As proven by Alistair McGowan's impressions, insulting Jeremy Clarkson is as lazy as a joke about Hammond's height, and as easy as making the world's most expensive, quickest and coolest cars interesting to watch on TV, so time to make hay, hey.

I like Top Gear, but I have been indoctrinated. It's a habit and after watching the new series I am starting to question why I like it. There are, of course, reasons: the cars, the lavishness of the stupid races that prove only that the BBC can stage such a race, which even if it was real would prove precisely nothing, and occasionally, the presenters, when alone are tolerable. So what don't I like about it?

Clarkson's interviews. He only has two interviewing strategies: for the men, sycophantism almost as transparent as the BBC's use of the star interview to trot out any old tosser currently in one of their shows; and the other style, ageing pervert, reserved usually for the women; apart from the special case of Ellen McArthur, who gets both. The audience are another part of the show that upset me; as they shore up the idea that the trio's banter is funny. The audience are guilty, I am afraid, by colluding in the biggest illusion to ever be staged, or else, its a case of folie à plusieurs, but when put together Clarkson, May and Hammond are not funny. If I am forced to admit they are funny, they are funny in the way that siamese triplets joined at the brain might be when they smell a fart and try to work out which one let it off. They are as painful to watch interact as testicles and blunt garden shears. Hammond wants to be Clarkson, Clarkson thinks God wants to be Clarkson and May, miraculously, is left being the one who's legs you would pull if you happend on the three being hanged.

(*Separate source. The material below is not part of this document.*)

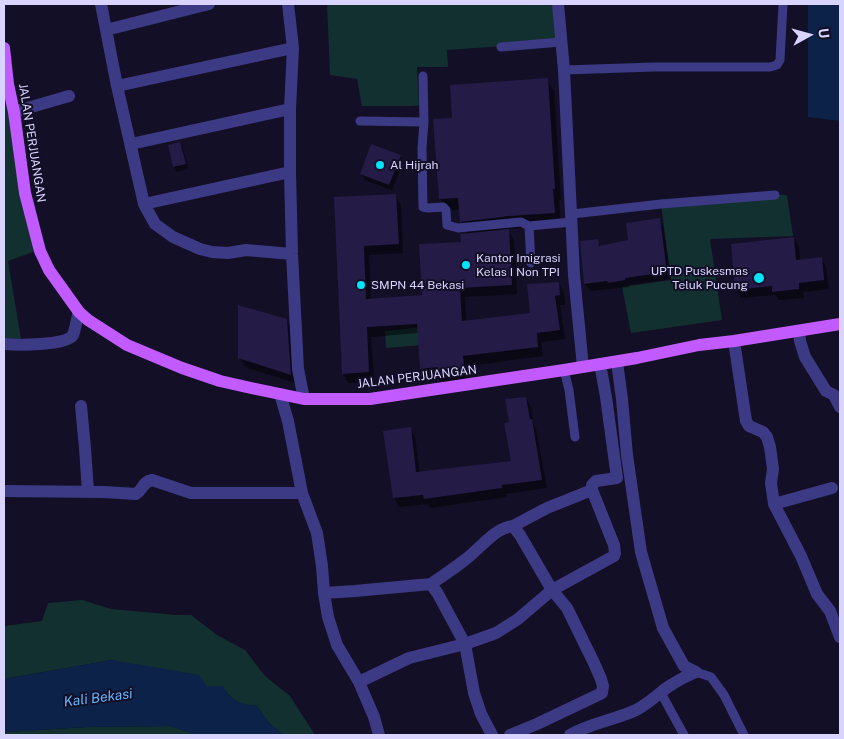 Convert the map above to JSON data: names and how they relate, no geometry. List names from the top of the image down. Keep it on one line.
{"streets":{"main road":["JALAN PERJUANGAN"]},"water":["Kali Bekasi"],"places":["Al Hijrah","Kantor Imigrasi Kelas I Non TPI","UPTD Puskesmas Teluk Pucung","SMPN 44 Bekasi"],"north":"right"} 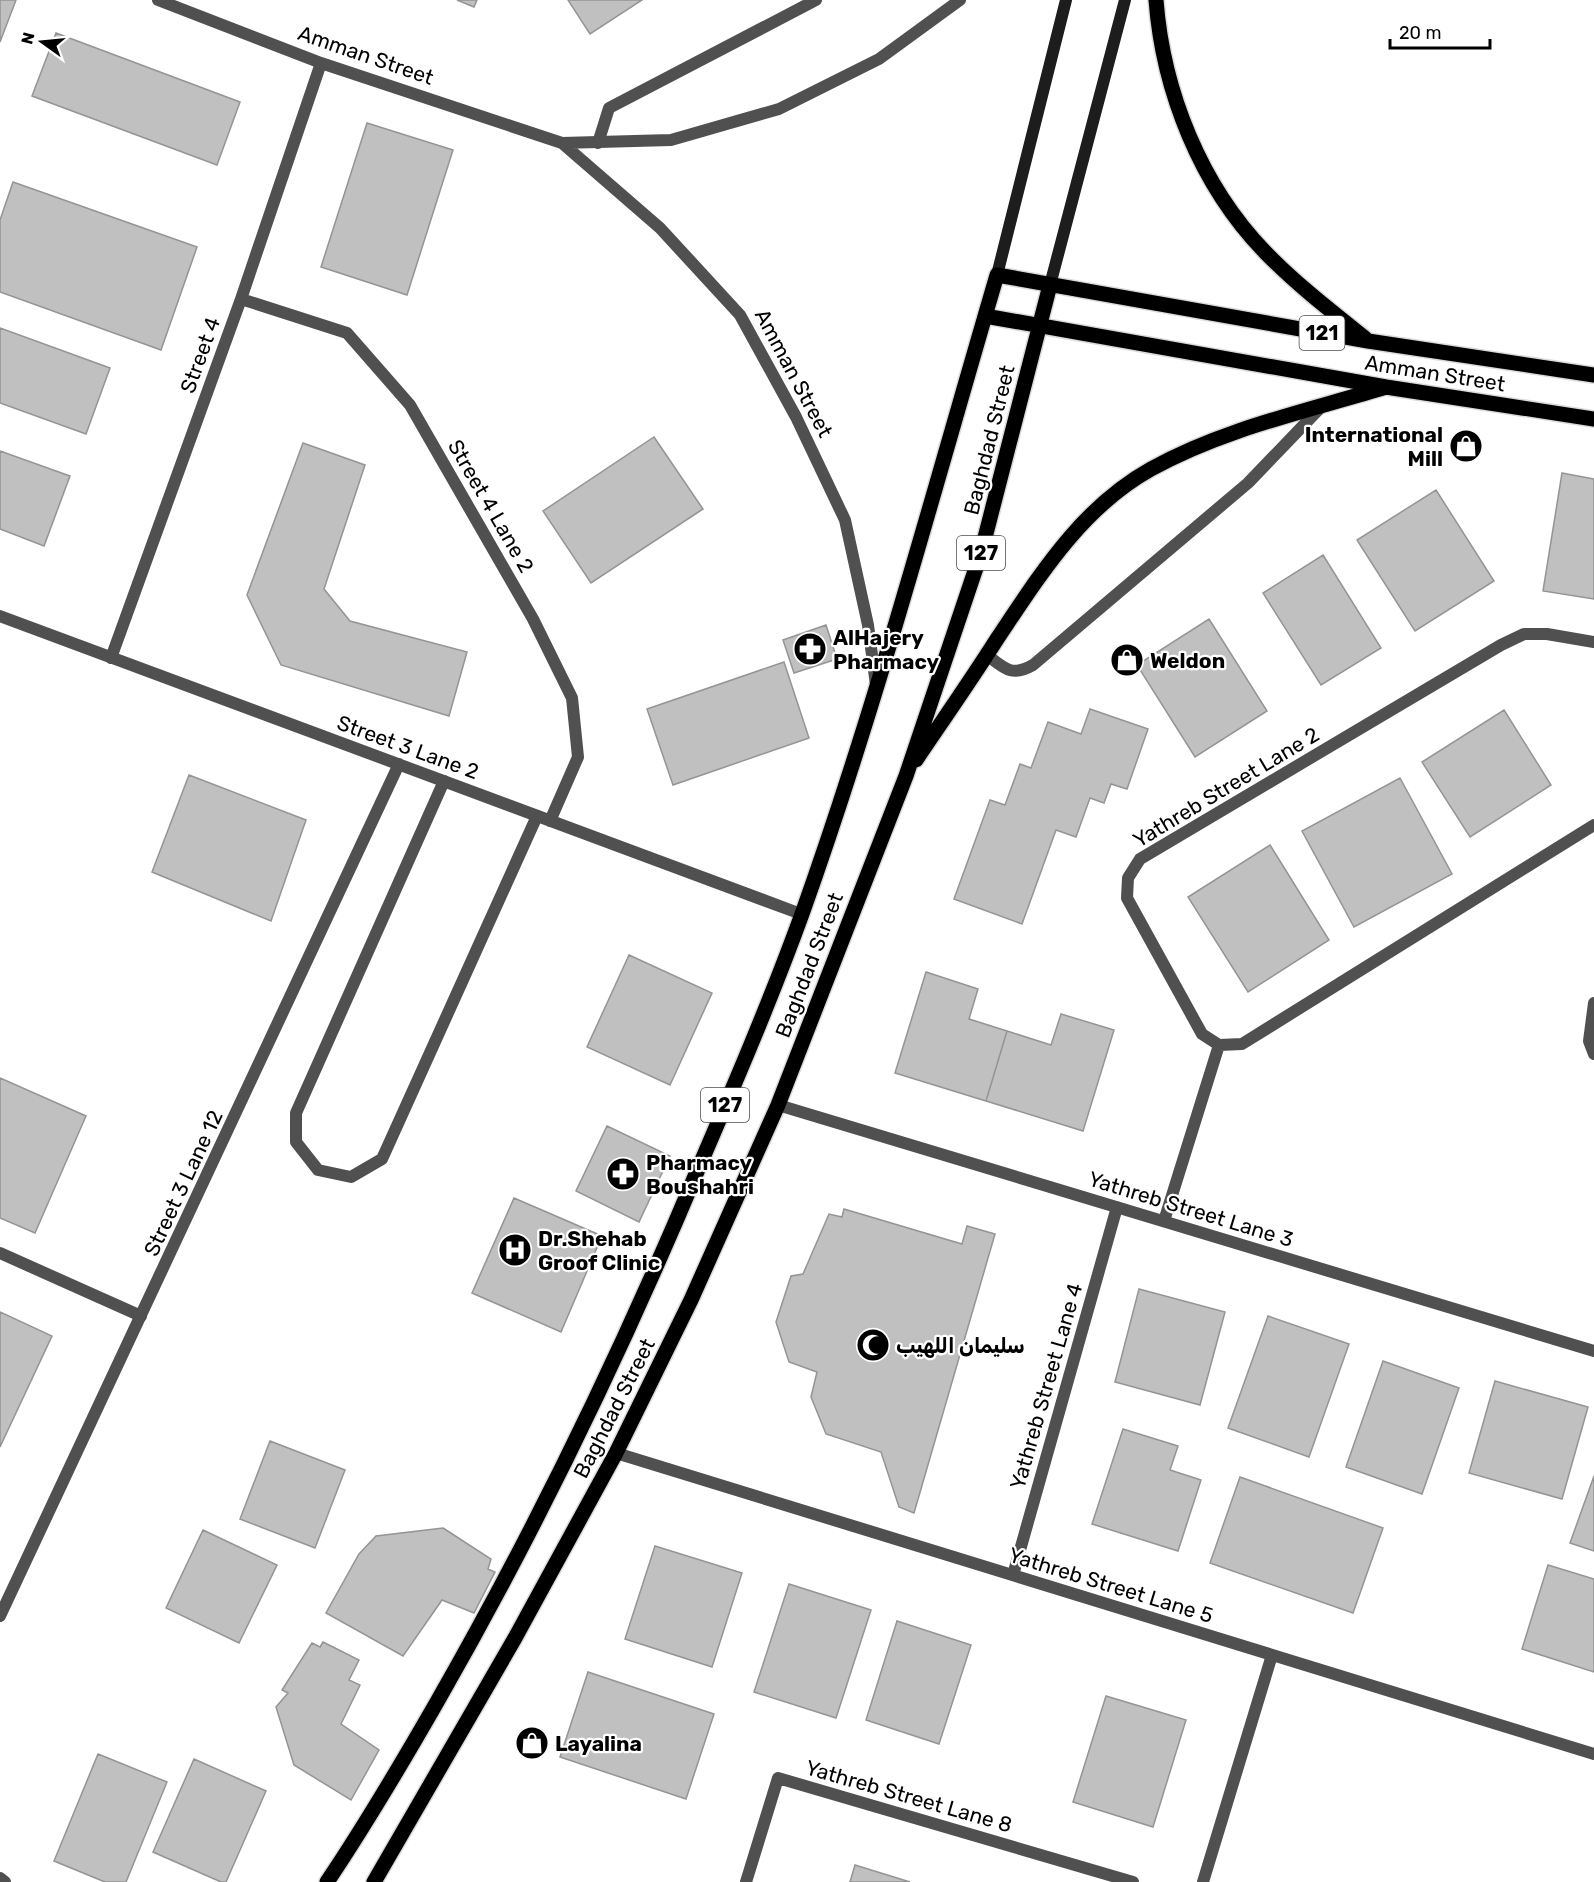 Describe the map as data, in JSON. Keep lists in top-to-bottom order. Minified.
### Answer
{"streets":{"main road":["Amman Street","121","Baghdad Street","127"],"street":["Street 4","Street 4 Lane 2","Street 3 Lane 2","Yathreb Street Lane 2","Street 3 Lane 12","Yathreb Street Lane 3","Yathreb Street Lane 4","Yathreb Street Lane 5","Yathreb Street Lane 8"]},"crossings":[["Amman Street","Street 4"],["Amman Street","Baghdad Street"],["Street 4","Street 4 Lane 2"],["Street 4","Street 3 Lane 2"],["Baghdad Street","Street 3 Lane 2"],["Baghdad Street","Yathreb Street Lane 3"],["Baghdad Street","Yathreb Street Lane 5"],["Street 4 Lane 2","Street 3 Lane 2"],["Street 3 Lane 2","Street 3 Lane 12"],["Yathreb Street Lane 3","Yathreb Street Lane 4"],["Yathreb Street Lane 4","Yathreb Street Lane 5"]],"places":{"shop":["International Mill","Weldon","Layalina"],"pharmacy":["AlHajery Pharmacy","Pharmacy Boushahri"],"hospital":["Dr.Shehab Groof Clinic"],"mosque":["سليمان اللهيب"]},"scale_bar":"20 m","north":"left"} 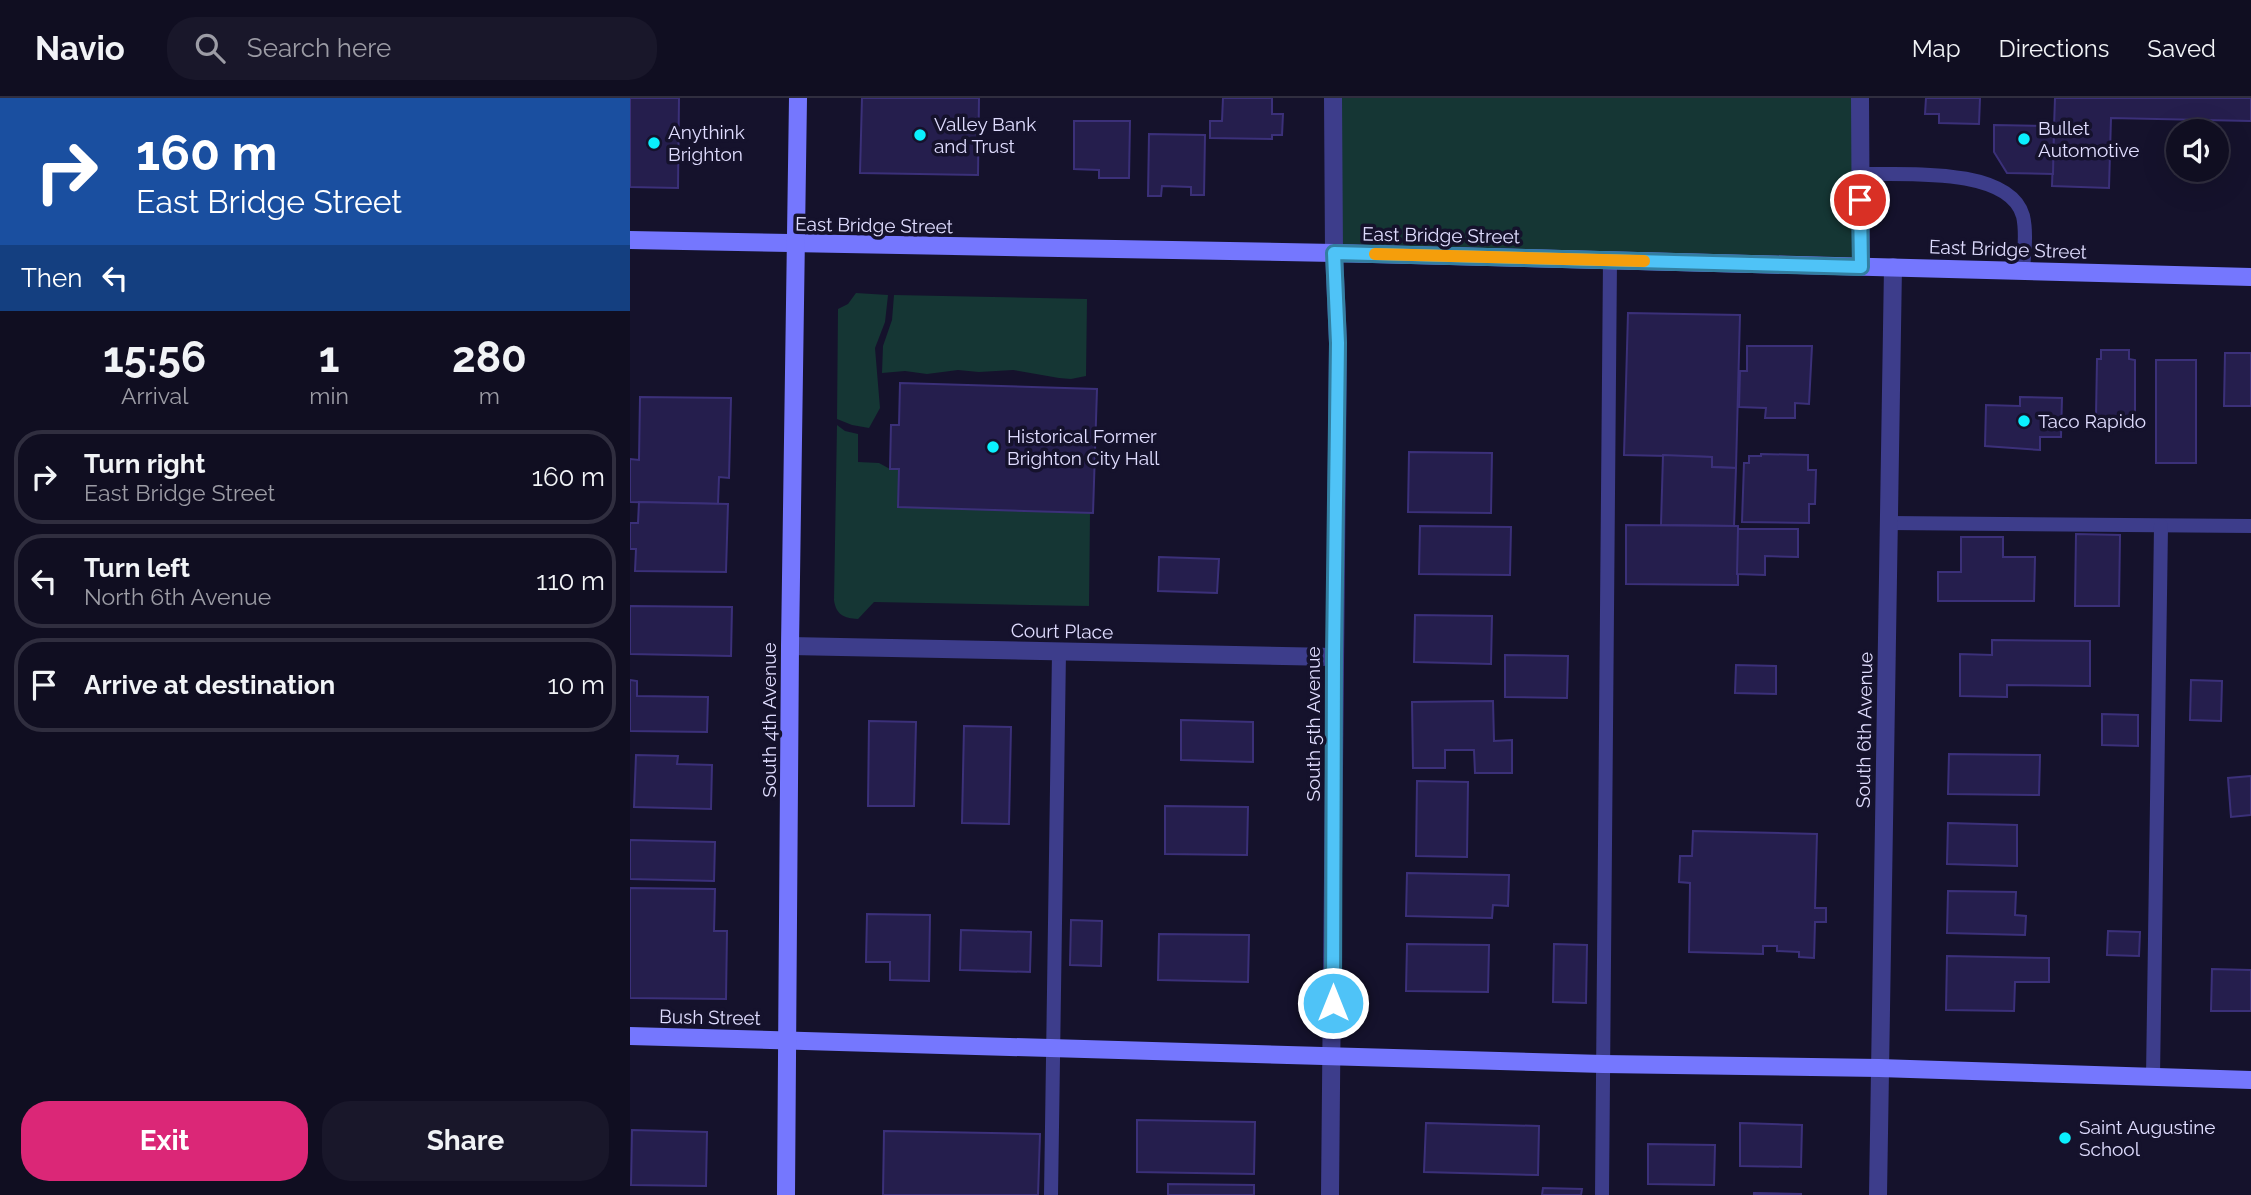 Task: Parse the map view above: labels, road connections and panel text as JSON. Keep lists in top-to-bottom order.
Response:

To make James May seem relatively likable! A feat not even Oz Clark managed in the televised romance, the oenophile and the onanist. When he started out on the show, he was mild, prehaps quietly arrogant, but arrogant because he knew his stuff and not just where cars were concerned. He may have been nerdish and precise, but at least he was different. He added a new dimension to the show, because he wasn't the balls out, leather bomber jacket wearing, ludicrous metaphor yelling, bombast idiot, swigging oil and testosterone. But in the blink of an eye he turned to the dark side, out came the bomber jacket, the nonsense and he started coiffering his hair making him look like a Cavalier King Charles spaniel. Yep, to my mind May is a wanker of biblical proportions, but he is no patch on Hammond.

If being a prick was a sport, its regulating body would need to create new rules to reintroduce an element of competition, and unsettle Hammond's dominance. Why do I think this? Simply because it is generally accepted that Clarkson used to hold the title of worst person alive, and Hammond seems to idolise him, and fine, I am sure there are plenty of others out there who also idolise Clarkson, but they don't do it for a living, in front of a massive global audience. He has even started to dress like him. You get the impression on this week's episode, that Clarkson, pre-filming, demanded Hammond untuck his shirt less anyone notice they were wearing identical outfits. As far as I am concerned trying to emulate Clarkson is many degrees worse than being Clarkson, and that is always going to give you an edge in the biggest prick in the world stakes. Why does it annoy me so much? Partly because hanging on Clarkson's every word is enjoying the obvious and unenjoyable and partly because it means Top Gear is presented by one and a half Clarksons, the real one, and a watery and insipid version who only serves to prolong the real one's inane jokes.

You might think this is unfair, and you are right it is. The vitriol of this arguement is directly proportional to the amount of blind and faithful support shown for the best show on British Television. But I do believe that Top Gear is weakening, and I think its weakening because they had found a winning formula, that has now started to tire. The statistics show me to be wrong at the moment, but time will tell. A personality cult without a personality surely isn't self-sustaining.

Yup, definately weakening..

Agree with your prognosis that the show is weakening... not sure about your analysis of the presenters though.. they dont quite irritate me that much yet..

The show does have moments of brilliance... Botswana, the North Pole, etc..

Perhaps the format needs to be changed to a series of one off specials.. preserve the best bits, minimize our exposure to the presenters and keep it fresh and original...

Last nights episode, while entertaining just didnt feel that great, like we'd seen it all before...

What Point?

Top Gear is a television program. Their goal is to entertain. If you (or the idiot that wrote that blog)are not being entertained than shut the damn show off.

If you, that idiot, or anyone else thinks they will be tailoring the show to fit what you want now or in the future, you live in some kind of fantasy world. Some shows are better than other. That is just the way it is. And that is the way it is going to be, so if that fact does not appeal to you, take the moaning and groaning somewhere the rest of us don't have to see it.

Don't like Clarkson, fine. I don't give a pigs fart and I bet Jeremy cares even less. So exactly what point do you think this idiot is correct in making?

Because the point I see him making is he is a whinny bastard that will never be pleased with anything in the first place but wants to tell everyone else about it.

The dull hypocrisy of fanaticism.

I noticed we were getting a lot of referrals from Finalgear.com, a Top Gear and 5th gear fan-site. I was very pleased to find the above comment on one of the forums so I have posted it.

The kind lady who wrote it, Judy (not a dude) very astutely points out that “Top Gear is a television program” (sic). And also quite rightly mentions that I am entitled to turn it off. But, apparently, I am not entitled to have an opinion on it unless it is celebratory, or apotheosising of the great Jeremy Clarkson.

Judy (not a dude), you really only serve to highlight my point; while we have blind adulation from thick, adoring super-fans Top Gear can afford to be lazy. It will remain at the top of the ratings, while it standards degrade, and then only when it is truly destitute will the thick, and bloody minded be forced to admit that it‘s lost its touch.

Why Judy do you need to highlight you are not a dude? Cursed with more testosterone than the average human female? A bit aggressive? It would explain why you jumped the gun. I am not sure you finished reading what I wrote previously, but I am a fan of Top Gear. I think it's great fun, but I also think it is going a bit stale.

By way of an analogy, Judy (not a dude), you are pig-headed (and a bore), and, like your opinion, a fart is feculent hot air so I am afraid a pig’s fart is exactly what you have given, whether you intended to or not.